Das B85 Pro4 hat 2 Anschlüsse 4-Pin mit PWM-Regelung für Gehäuselüfter (CHA_FAN1, CHA-Fan2) und 1 Anschluss 3-Pin ohne Regelung für einen Netzteil-Lüfter (PWR_FAN). 
Die mitgelieferten 3-Pin-Lüfter des Gehäuse wirst du damit nicht regeln können, d.h., die Lüfter würden immer auf max. Drehzahl laufen.
Also entweder die 120er Lüfter gegen PWM-Modelle tauschen und den 200er Lüfter mittels 9V-Adapter auf mittlere Drehzahl drosseln oder eine Lüftersteuerung kaufen (Bitfenix Recon o.ä.)


----------



## OlegT (26. August 2015)

*AW: Wie viele Lüfter kann ich an mein Mainboard anschließen?*

Mit welcher Drehzahl sie laufen ist mir relativ egal solange ALLE Lüfter laufen ist alles gut ^^. Nur um jetzt ganz sicher zu gehen - Würden alle Lüfter laufen?


----------



## Maddrax111 (26. August 2015)

*AW: Wie viele Lüfter kann ich an mein Mainboard anschließen?*

Ich habe selber das B85M Pro 4. Bei dem geht Voltage Control nicht. Man kann nur pro Lüfteranschluss 5 Profile einstellen auf wie viel Prozent der Lüfter bei so und so viel Grad laufen sollen.


----------



## Malkolm (26. August 2015)

*AW: Wie viele Lüfter kann ich an mein Mainboard anschließen?*

Mittels Y-Kabeln kannst du die Zahl der Lüfter deutlich erhöhen. Jeder 3/4 Pin Anschluß ist für 1A ausgelegt, je nach Lüfter sind also 3-5 pro Anschluß machbar.


----------



## -Shorty- (26. August 2015)

*AW: Wie viele Lüfter kann ich an mein Mainboard anschließen?*



Fafafin schrieb:


> Das B85 Pro4 hat 2 Anschlüsse 4-Pin mit PWM-Regelung für Gehäuselüfter (CHA_FAN1, CHA-Fan2) und 1 Anschluss 3-Pin ohne Regelung für einen Netzteil-Lüfter (PWR_FAN).
> Die mitgelieferten 3-Pin-Lüfter des Gehäuse wirst du damit nicht regeln können, d.h., die Lüfter würden immer auf max. Drehzahl laufen.
> Also entweder die 120er Lüfter gegen PWM-Modelle tauschen und den 200er Lüfter mittels 9V-Adapter auf mittlere Drehzahl drosseln oder eine Lüftersteuerung kaufen (Bitfenix Recon o.ä.)

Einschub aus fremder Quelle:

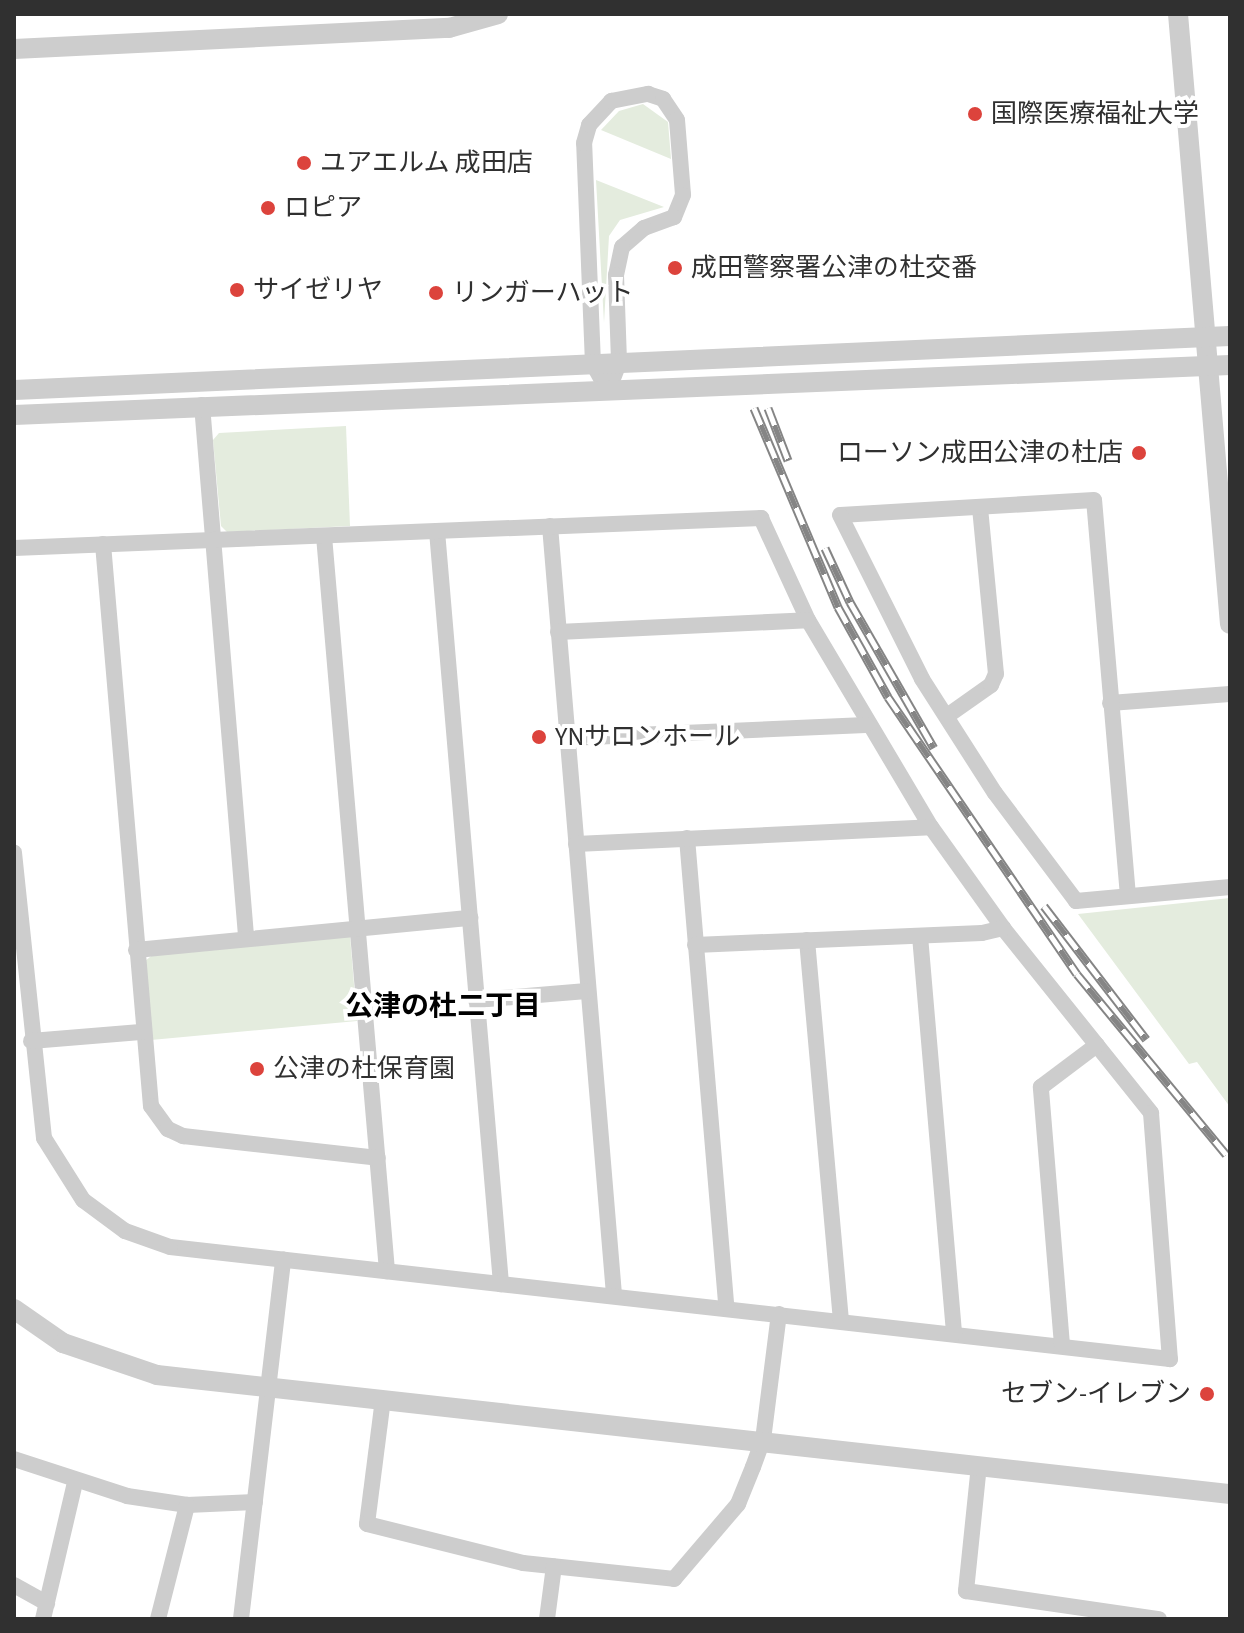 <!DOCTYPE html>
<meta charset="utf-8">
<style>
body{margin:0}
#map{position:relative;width:1244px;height:1633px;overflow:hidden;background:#fff;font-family:"Source Sans 3","Noto Sans JP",sans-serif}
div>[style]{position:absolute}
.green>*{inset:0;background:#e4ecde}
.minor>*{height:16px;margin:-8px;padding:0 8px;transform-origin:8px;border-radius:8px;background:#cdcdcd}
.tertiary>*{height:20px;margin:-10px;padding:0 10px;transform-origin:10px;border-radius:10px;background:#cdcdcd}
.rail>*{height:9px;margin-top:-4.5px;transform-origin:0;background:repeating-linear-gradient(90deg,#fff 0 18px,#858585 0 36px);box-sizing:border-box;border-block:2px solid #858585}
.dots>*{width:22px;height:22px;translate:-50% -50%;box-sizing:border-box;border:4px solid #fff;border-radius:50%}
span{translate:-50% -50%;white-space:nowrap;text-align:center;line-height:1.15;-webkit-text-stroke:8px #fff;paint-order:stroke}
.poi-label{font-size:26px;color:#303030}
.left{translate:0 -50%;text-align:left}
.right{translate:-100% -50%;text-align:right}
.neighbourhood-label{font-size:28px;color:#000;font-weight:700}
.frame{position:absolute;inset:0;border:16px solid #303030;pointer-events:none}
</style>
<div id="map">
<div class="green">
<i style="clip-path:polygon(643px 104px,668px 122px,671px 159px,601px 130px,619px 111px)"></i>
<i style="clip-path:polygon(596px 180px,664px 207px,620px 220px,609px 236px,604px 323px)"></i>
<i style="clip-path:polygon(346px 426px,350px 526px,227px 532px,221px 526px,213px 440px,219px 433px)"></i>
<i style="clip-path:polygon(1230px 898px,1230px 1107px,1197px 1062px,1189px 1064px,1078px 914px)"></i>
<i style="clip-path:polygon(350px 936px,357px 1021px,151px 1040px,145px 961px,155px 953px)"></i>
</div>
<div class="minor">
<i style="left:648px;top:94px;width:16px;rotate:18deg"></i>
<i style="left:663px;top:99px;width:25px;rotate:56deg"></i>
<i style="left:677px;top:120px;width:75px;rotate:85.4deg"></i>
<i style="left:683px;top:195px;width:24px;rotate:112deg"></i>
<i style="left:674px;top:217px;width:32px;rotate:160deg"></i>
<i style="left:644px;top:228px;width:29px;rotate:139deg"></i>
<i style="left:622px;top:247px;width:29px;rotate:102deg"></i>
<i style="left:616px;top:275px;width:88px;rotate:88deg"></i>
<i style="left:619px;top:363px;width:30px;rotate:111deg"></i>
<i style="left:608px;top:391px;width:31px;rotate:-119deg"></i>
<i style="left:593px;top:364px;width:221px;rotate:-92.3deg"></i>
<i style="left:584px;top:143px;width:19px;rotate:-74deg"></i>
<i style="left:589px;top:125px;width:33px;rotate:-47deg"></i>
<i style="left:611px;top:101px;width:38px;rotate:-11deg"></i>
<i style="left:202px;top:405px;width:533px;rotate:85.26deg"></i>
<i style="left:550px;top:526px;width:772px;rotate:85.24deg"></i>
<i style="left:437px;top:531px;width:756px;rotate:85.14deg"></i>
<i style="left:324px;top:536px;width:738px;rotate:85.1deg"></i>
<i style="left:103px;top:544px;width:564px;rotate:85.12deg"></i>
<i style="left:151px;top:1106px;width:29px;rotate:54deg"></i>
<i style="left:168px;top:1129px;width:17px;rotate:25deg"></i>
<i style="left:183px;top:1136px;width:196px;rotate:6.4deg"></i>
<i style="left:14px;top:548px;width:748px;rotate:-2.3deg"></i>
<i style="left:761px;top:518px;width:112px;rotate:65.3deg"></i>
<i style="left:808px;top:620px;width:241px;rotate:59.3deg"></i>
<i style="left:931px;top:827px;width:124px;rotate:54.5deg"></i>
<i style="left:1003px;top:928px;width:237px;rotate:51.3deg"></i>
<i style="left:1151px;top:1113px;width:247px;rotate:85.6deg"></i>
<i style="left:1170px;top:1359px;width:1006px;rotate:-173.61deg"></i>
<i style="left:170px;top:1247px;width:48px;rotate:-160.4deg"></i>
<i style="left:125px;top:1231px;width:52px;rotate:-143.6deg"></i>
<i style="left:83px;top:1200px;width:73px;rotate:-122.2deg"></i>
<i style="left:44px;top:1138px;width:287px;rotate:-96deg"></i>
<i style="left:558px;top:632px;width:250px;rotate:-2.7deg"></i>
<i style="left:1110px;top:703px;width:120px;rotate:-4.3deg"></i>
<i style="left:947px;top:716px;width:54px;rotate:-35.2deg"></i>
<i style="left:991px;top:685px;width:12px;rotate:-66deg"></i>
<i style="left:996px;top:674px;width:167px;rotate:-95.5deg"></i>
<i style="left:567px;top:738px;width:299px;rotate:-2.5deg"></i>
<i style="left:687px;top:838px;width:471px;rotate:85.2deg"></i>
<i style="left:576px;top:844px;width:355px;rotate:-2.7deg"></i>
<i style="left:1128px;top:896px;width:397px;rotate:-94.9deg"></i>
<i style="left:1094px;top:500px;width:254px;rotate:176.6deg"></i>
<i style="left:840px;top:515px;width:183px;rotate:63.4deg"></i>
<i style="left:922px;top:679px;width:135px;rotate:57.4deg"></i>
<i style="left:995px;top:793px;width:135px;rotate:53.1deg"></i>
<i style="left:1076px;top:901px;width:155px;rotate:-5.2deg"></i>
<i style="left:920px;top:936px;width:399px;rotate:85.1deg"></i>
<i style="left:807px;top:940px;width:383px;rotate:84.9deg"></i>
<i style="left:695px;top:945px;width:287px;rotate:-2.4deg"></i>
<i style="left:982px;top:933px;width:22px;rotate:-13deg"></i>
<i style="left:136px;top:950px;width:336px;rotate:-5.5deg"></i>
<i style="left:476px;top:1000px;width:111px;rotate:-4.6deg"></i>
<i style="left:31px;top:1041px;width:110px;rotate:-4.7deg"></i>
<i style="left:1062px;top:1345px;width:259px;rotate:-94.7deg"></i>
<i style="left:1041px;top:1087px;width:70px;rotate:-36.9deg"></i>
<i style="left:383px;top:1399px;width:126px;rotate:97.3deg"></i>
<i style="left:367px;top:1524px;width:161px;rotate:14deg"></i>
<i style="left:523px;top:1563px;width:152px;rotate:6deg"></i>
<i style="left:674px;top:1579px;width:99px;rotate:-49.5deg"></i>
<i style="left:738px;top:1504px;width:40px;rotate:-68deg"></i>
<i style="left:753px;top:1467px;width:29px;rotate:-70deg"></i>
<i style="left:763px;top:1440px;width:127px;rotate:-82.8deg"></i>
<i style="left:14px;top:1459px;width:119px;rotate:18.1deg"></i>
<i style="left:127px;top:1496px;width:61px;rotate:8.5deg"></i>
<i style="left:187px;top:1505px;width:68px;rotate:-2.5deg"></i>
<i style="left:979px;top:1465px;width:127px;rotate:95.9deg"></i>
<i style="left:966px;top:1591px;width:195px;rotate:8.3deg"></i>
<i style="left:14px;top:1585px;width:38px;rotate:29deg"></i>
<i style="left:43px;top:1619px;width:140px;rotate:-76.8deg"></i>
<i style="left:158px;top:1619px;width:118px;rotate:-75.7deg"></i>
<i style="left:241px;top:1619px;width:362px;rotate:-83.3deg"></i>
<i style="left:547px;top:1619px;width:53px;rotate:-82.5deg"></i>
</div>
<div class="tertiary">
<i style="left:1178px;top:14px;width:612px;rotate:85.13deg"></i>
<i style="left:14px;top:49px;width:436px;rotate:-2.8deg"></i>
<i style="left:449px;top:28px;width:51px;rotate:-15.9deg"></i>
<i style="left:14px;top:390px;width:1217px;rotate:-2.54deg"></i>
<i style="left:14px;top:415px;width:1217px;rotate:-2.35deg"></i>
<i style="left:14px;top:1309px;width:60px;rotate:34.8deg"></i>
<i style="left:63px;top:1343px;width:99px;rotate:18.8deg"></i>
<i style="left:157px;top:1375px;width:1080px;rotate:6.33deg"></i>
</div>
<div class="rail">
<i style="left:754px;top:408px;width:216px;rotate:67.1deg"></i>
<i style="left:838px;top:607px;width:103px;rotate:60.9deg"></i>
<i style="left:888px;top:697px;width:335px;rotate:55.7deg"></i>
<i style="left:1077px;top:974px;width:234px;rotate:50.4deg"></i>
<i style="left:768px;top:408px;width:56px;rotate:69deg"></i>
<i style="left:825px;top:548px;width:60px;rotate:65.2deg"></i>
<i style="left:850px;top:602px;width:168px;rotate:60.1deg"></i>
<i style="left:1044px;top:906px;width:168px;rotate:52.5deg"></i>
</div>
<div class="dots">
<i style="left:975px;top:114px;background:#dc433c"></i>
<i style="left:304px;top:163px;background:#dc433c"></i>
<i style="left:268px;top:208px;background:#dc433c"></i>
<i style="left:675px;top:268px;background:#dc433c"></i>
<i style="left:237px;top:290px;background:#dc433c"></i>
<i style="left:436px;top:293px;background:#dc433c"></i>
<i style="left:1139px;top:453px;background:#dc433c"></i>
<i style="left:539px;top:737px;background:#dc433c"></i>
<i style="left:257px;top:1069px;background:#dc433c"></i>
<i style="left:1207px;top:1394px;background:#dc433c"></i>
</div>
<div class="poi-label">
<span class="left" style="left:991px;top:114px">国際医療福祉大学</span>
<span class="left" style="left:320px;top:163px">ユアエルム 成田店</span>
<span class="left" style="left:284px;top:208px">ロピア</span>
<span class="left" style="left:691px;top:268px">成田警察署公津の杜交番</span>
<span class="left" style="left:253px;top:290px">サイゼリヤ</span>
<span class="left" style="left:452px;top:293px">リンガーハット</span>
<span class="right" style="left:1123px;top:453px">ローソン成田公津の杜店</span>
<span class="left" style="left:555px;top:737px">YNサロンホール</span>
<span class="left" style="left:273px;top:1069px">公津の杜保育園</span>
<span class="right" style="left:1191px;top:1394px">セブン-イレブン</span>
</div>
<div class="neighbourhood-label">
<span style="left:443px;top:1006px">公津の杜二丁目</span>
</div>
<div class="frame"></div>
</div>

Oder die integrierte Lüftersteuerung vom Gehäuse nutzen, welche meist eh über Molex Stecker angeschlossen werden. Leider kann ich nicht in Erfahrung bringen wieviele Anschlüsse die Steuerung mit bringt. Vermute mal 3-4  "3-Pin"- Anschlüsse, eher 3 bei Corsair üblich.



Malkolm schrieb:


> Mittels Y-Kabeln kannst du die Zahl der Lüfter  deutlich erhöhen. Jeder 3/4 Pin Anschluß ist für 1A ausgelegt, je nach  Lüfter sind also 3-5 pro Anschluß machbar.



Würde pauschal nur 2 Lüfter pro Anschluss empfehlen.


----------



## Dr Bakterius (26. August 2015)

*AW: Wie viele Lüfter kann ich an mein Mainboard anschließen?*

Die beiden Frontlüfter kann man an einen Anschluss betreiben ( sollten ja eh gleiche Drehzahl haben ) und am anderen Port den rückwärtigen Lüfter


----------